In the first detailed outline of the Government's controversial points-based immigration plan for migrants from outside the EU, Charles Clarke, the Home Secretary, revealed five "tiers" of applicants, each with their own entry requirements.
The Government's attempt to "manage migration" by following Canadian and American points-based immigration rules was first laid out in last year's Immigration, Asylum and Nationality Bill.
Since then it has been criticised by anti-immigration groups for not setting quotas on foreigners and by pro-immigration groups for being overly complex.
Tony Blair described the new measures to a group of Indian university students in a live video conference with Delhi this morning, saying it would be easier and fairer for highly skilled graduates to come and work in the UK in the future.
"We want students to come and study in our universities and we want highly skilled workers that we need for our economy, but we want to prevent abuses of the immigration system," he said.
"We have benefited enormously from migration in our country and the Indian community has made a huge contribution.
"I hope that you will find it both easier and also fairer."
Mr Clarke said that the new rules, due to be in place by 2008, would provide a "simple, clear system" to replace some 80 different ways currently available to come into the UK to work.

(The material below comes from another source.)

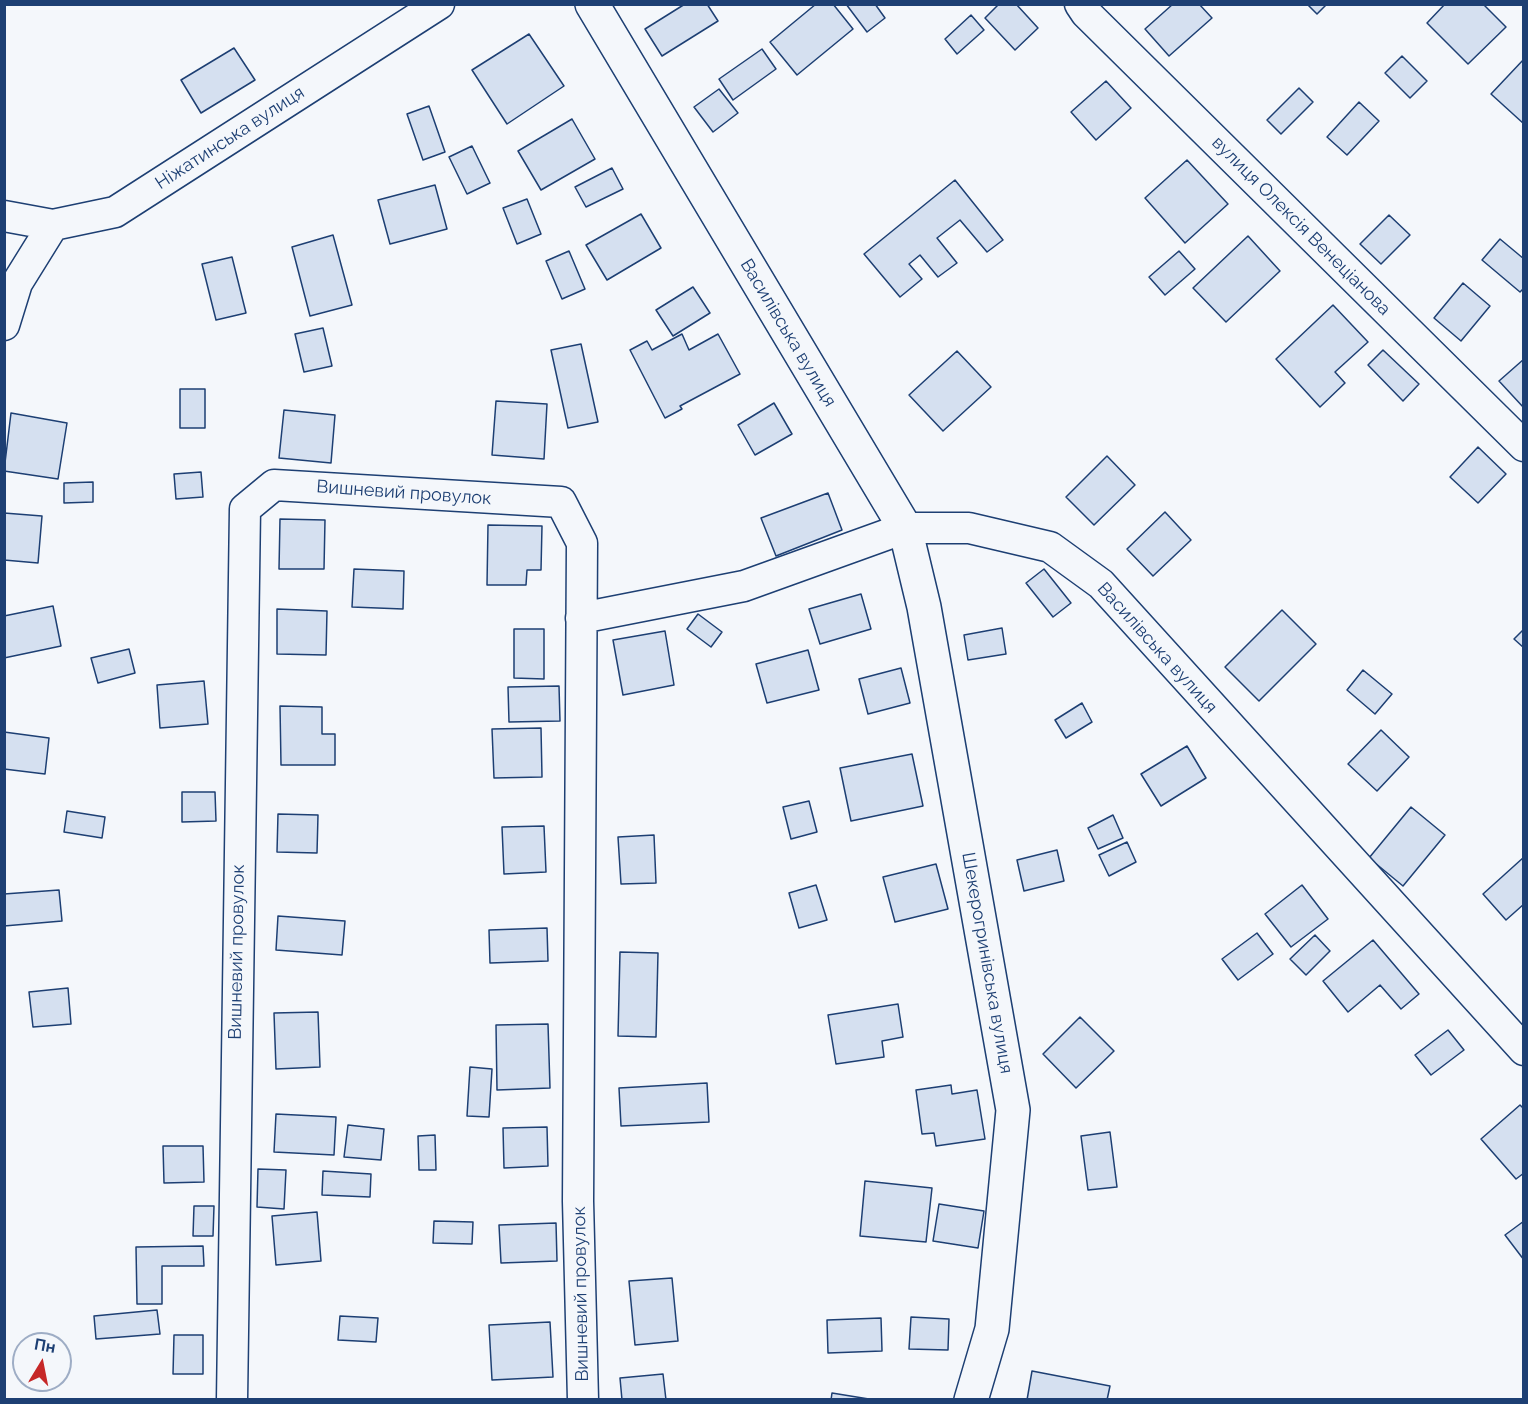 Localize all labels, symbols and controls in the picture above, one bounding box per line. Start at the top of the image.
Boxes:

Many schemes that allow low-skilled workers to come to the UK, including those for seasonal workers and fruit pickers, will be closed.
While conceding that it was "very difficult to judge" the consequences of the policy, Mr Clarke said: "What I am certain of is - and all the surveys indicate this - that migration to work and study here is beneficial to our economy as well as to those who migrate here. The point is to control it properly.
"The precise reason for this points-based system is to ensure that instead of this very complex set of routes, we have a very clear route, which people will be able to apply online for from a distance," he told BBC Radio 4's Today programme.
The system is tilted in favour of "highly skilled individuals" such as scientists, financial workers and IT experts, whose careers and qualifications in their home country will help them amass the points necessary to win a work permit without a firm job offer in the UK.